> [Assignment]: Extract every record, keeping each one exactly as it is.

> [Data to use]:
#####

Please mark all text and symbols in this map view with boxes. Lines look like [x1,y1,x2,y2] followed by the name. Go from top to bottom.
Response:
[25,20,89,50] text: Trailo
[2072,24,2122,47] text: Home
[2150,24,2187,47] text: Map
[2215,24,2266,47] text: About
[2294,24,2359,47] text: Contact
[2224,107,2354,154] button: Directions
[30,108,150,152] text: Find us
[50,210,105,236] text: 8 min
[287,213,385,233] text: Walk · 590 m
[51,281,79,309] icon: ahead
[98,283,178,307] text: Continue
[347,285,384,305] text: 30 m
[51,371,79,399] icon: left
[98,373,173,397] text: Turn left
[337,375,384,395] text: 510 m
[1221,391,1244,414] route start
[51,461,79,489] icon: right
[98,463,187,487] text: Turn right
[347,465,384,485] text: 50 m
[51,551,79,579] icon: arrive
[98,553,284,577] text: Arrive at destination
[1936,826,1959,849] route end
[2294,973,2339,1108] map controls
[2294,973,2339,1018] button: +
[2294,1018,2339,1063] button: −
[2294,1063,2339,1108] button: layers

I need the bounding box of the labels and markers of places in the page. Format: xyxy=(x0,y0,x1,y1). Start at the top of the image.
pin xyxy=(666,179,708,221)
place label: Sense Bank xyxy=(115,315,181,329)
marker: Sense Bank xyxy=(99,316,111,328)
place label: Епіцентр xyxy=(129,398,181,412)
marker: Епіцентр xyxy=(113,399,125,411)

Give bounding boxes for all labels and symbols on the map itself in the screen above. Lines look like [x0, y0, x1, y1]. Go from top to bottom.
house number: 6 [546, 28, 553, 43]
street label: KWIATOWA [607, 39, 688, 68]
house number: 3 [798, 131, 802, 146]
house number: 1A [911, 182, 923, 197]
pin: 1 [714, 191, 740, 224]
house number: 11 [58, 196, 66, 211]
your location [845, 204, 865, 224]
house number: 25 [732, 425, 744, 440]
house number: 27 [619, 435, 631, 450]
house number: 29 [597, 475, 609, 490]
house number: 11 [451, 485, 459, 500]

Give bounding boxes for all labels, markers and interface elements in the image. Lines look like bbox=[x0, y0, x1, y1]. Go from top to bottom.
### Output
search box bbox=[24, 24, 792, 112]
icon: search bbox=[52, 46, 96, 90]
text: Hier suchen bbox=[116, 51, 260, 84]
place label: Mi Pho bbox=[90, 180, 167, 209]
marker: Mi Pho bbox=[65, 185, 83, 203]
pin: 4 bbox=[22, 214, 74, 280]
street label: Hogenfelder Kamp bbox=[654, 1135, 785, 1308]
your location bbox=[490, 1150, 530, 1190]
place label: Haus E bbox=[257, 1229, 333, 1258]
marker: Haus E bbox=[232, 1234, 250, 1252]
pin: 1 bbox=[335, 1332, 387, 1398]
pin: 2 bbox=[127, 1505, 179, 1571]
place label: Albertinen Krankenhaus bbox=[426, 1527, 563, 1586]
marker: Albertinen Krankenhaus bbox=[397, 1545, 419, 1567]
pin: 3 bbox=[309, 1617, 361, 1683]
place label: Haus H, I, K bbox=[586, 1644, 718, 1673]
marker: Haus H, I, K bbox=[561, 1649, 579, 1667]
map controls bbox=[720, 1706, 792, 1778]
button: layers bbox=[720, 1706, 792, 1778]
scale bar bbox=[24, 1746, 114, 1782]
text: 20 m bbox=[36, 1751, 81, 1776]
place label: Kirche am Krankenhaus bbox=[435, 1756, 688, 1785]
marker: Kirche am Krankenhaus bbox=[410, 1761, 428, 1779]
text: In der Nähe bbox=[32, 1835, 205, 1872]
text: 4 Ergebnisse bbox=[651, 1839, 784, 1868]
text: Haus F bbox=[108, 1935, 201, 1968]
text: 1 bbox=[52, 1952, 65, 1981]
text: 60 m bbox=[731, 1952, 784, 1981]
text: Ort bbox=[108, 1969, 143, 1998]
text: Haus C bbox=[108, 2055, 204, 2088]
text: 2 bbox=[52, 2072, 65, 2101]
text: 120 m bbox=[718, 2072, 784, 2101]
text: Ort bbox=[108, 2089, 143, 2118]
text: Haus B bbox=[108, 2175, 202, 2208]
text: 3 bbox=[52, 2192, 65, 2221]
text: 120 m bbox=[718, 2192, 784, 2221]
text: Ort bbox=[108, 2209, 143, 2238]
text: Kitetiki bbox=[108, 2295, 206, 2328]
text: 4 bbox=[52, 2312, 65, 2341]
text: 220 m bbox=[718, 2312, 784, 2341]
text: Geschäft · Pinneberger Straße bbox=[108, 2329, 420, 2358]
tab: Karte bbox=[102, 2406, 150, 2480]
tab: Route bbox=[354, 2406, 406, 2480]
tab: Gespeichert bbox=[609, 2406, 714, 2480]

#####

> [Result below]:
Please mark all text and symbols in this map view with boxes. Lines look like [x1,y1,x2,y2] followed by the name. Go from top to bottom.
Response:
[25,20,89,50] text: Trailo
[2072,24,2122,47] text: Home
[2150,24,2187,47] text: Map
[2215,24,2266,47] text: About
[2294,24,2359,47] text: Contact
[2224,107,2354,154] button: Directions
[30,108,150,152] text: Find us
[50,210,105,236] text: 8 min
[287,213,385,233] text: Walk · 590 m
[51,281,79,309] icon: ahead
[98,283,178,307] text: Continue
[347,285,384,305] text: 30 m
[51,371,79,399] icon: left
[98,373,173,397] text: Turn left
[337,375,384,395] text: 510 m
[1221,391,1244,414] route start
[51,461,79,489] icon: right
[98,463,187,487] text: Turn right
[347,465,384,485] text: 50 m
[51,551,79,579] icon: arrive
[98,553,284,577] text: Arrive at destination
[1936,826,1959,849] route end
[2294,973,2339,1108] map controls
[2294,973,2339,1018] button: +
[2294,1018,2339,1063] button: −
[2294,1063,2339,1108] button: layers

I need the bounding box of the labels and markers of places in the page. Format: xyxy=(x0,y0,x1,y1). Start at the top of the image.
pin xyxy=(666,179,708,221)
place label: Sense Bank xyxy=(115,315,181,329)
marker: Sense Bank xyxy=(99,316,111,328)
place label: Епіцентр xyxy=(129,398,181,412)
marker: Епіцентр xyxy=(113,399,125,411)

Give bounding boxes for all labels and symbols on the map itself in the screen above. Lines look like [x0, y0, x1, y1]. Go from top to bottom.
house number: 6 [546, 28, 553, 43]
street label: KWIATOWA [607, 39, 688, 68]
house number: 3 [798, 131, 802, 146]
house number: 1A [911, 182, 923, 197]
pin: 1 [714, 191, 740, 224]
house number: 11 [58, 196, 66, 211]
your location [845, 204, 865, 224]
house number: 25 [732, 425, 744, 440]
house number: 27 [619, 435, 631, 450]
house number: 29 [597, 475, 609, 490]
house number: 11 [451, 485, 459, 500]

Give bounding boxes for all labels, markers and interface elements in the image. Lines look like bbox=[x0, y0, x1, y1]. Go from top to bottom.
### Output
search box bbox=[24, 24, 792, 112]
icon: search bbox=[52, 46, 96, 90]
text: Hier suchen bbox=[116, 51, 260, 84]
place label: Mi Pho bbox=[90, 180, 167, 209]
marker: Mi Pho bbox=[65, 185, 83, 203]
pin: 4 bbox=[22, 214, 74, 280]
street label: Hogenfelder Kamp bbox=[654, 1135, 785, 1308]
your location bbox=[490, 1150, 530, 1190]
place label: Haus E bbox=[257, 1229, 333, 1258]
marker: Haus E bbox=[232, 1234, 250, 1252]
pin: 1 bbox=[335, 1332, 387, 1398]
pin: 2 bbox=[127, 1505, 179, 1571]
place label: Albertinen Krankenhaus bbox=[426, 1527, 563, 1586]
marker: Albertinen Krankenhaus bbox=[397, 1545, 419, 1567]
pin: 3 bbox=[309, 1617, 361, 1683]
place label: Haus H, I, K bbox=[586, 1644, 718, 1673]
marker: Haus H, I, K bbox=[561, 1649, 579, 1667]
map controls bbox=[720, 1706, 792, 1778]
button: layers bbox=[720, 1706, 792, 1778]
scale bar bbox=[24, 1746, 114, 1782]
text: 20 m bbox=[36, 1751, 81, 1776]
place label: Kirche am Krankenhaus bbox=[435, 1756, 688, 1785]
marker: Kirche am Krankenhaus bbox=[410, 1761, 428, 1779]
text: In der Nähe bbox=[32, 1835, 205, 1872]
text: 4 Ergebnisse bbox=[651, 1839, 784, 1868]
text: Haus F bbox=[108, 1935, 201, 1968]
text: 1 bbox=[52, 1952, 65, 1981]
text: 60 m bbox=[731, 1952, 784, 1981]
text: Ort bbox=[108, 1969, 143, 1998]
text: Haus C bbox=[108, 2055, 204, 2088]
text: 2 bbox=[52, 2072, 65, 2101]
text: 120 m bbox=[718, 2072, 784, 2101]
text: Ort bbox=[108, 2089, 143, 2118]
text: Haus B bbox=[108, 2175, 202, 2208]
text: 3 bbox=[52, 2192, 65, 2221]
text: 120 m bbox=[718, 2192, 784, 2221]
text: Ort bbox=[108, 2209, 143, 2238]
text: Kitetiki bbox=[108, 2295, 206, 2328]
text: 4 bbox=[52, 2312, 65, 2341]
text: 220 m bbox=[718, 2312, 784, 2341]
text: Geschäft · Pinneberger Straße bbox=[108, 2329, 420, 2358]
tab: Karte bbox=[102, 2406, 150, 2480]
tab: Route bbox=[354, 2406, 406, 2480]
tab: Gespeichert bbox=[609, 2406, 714, 2480]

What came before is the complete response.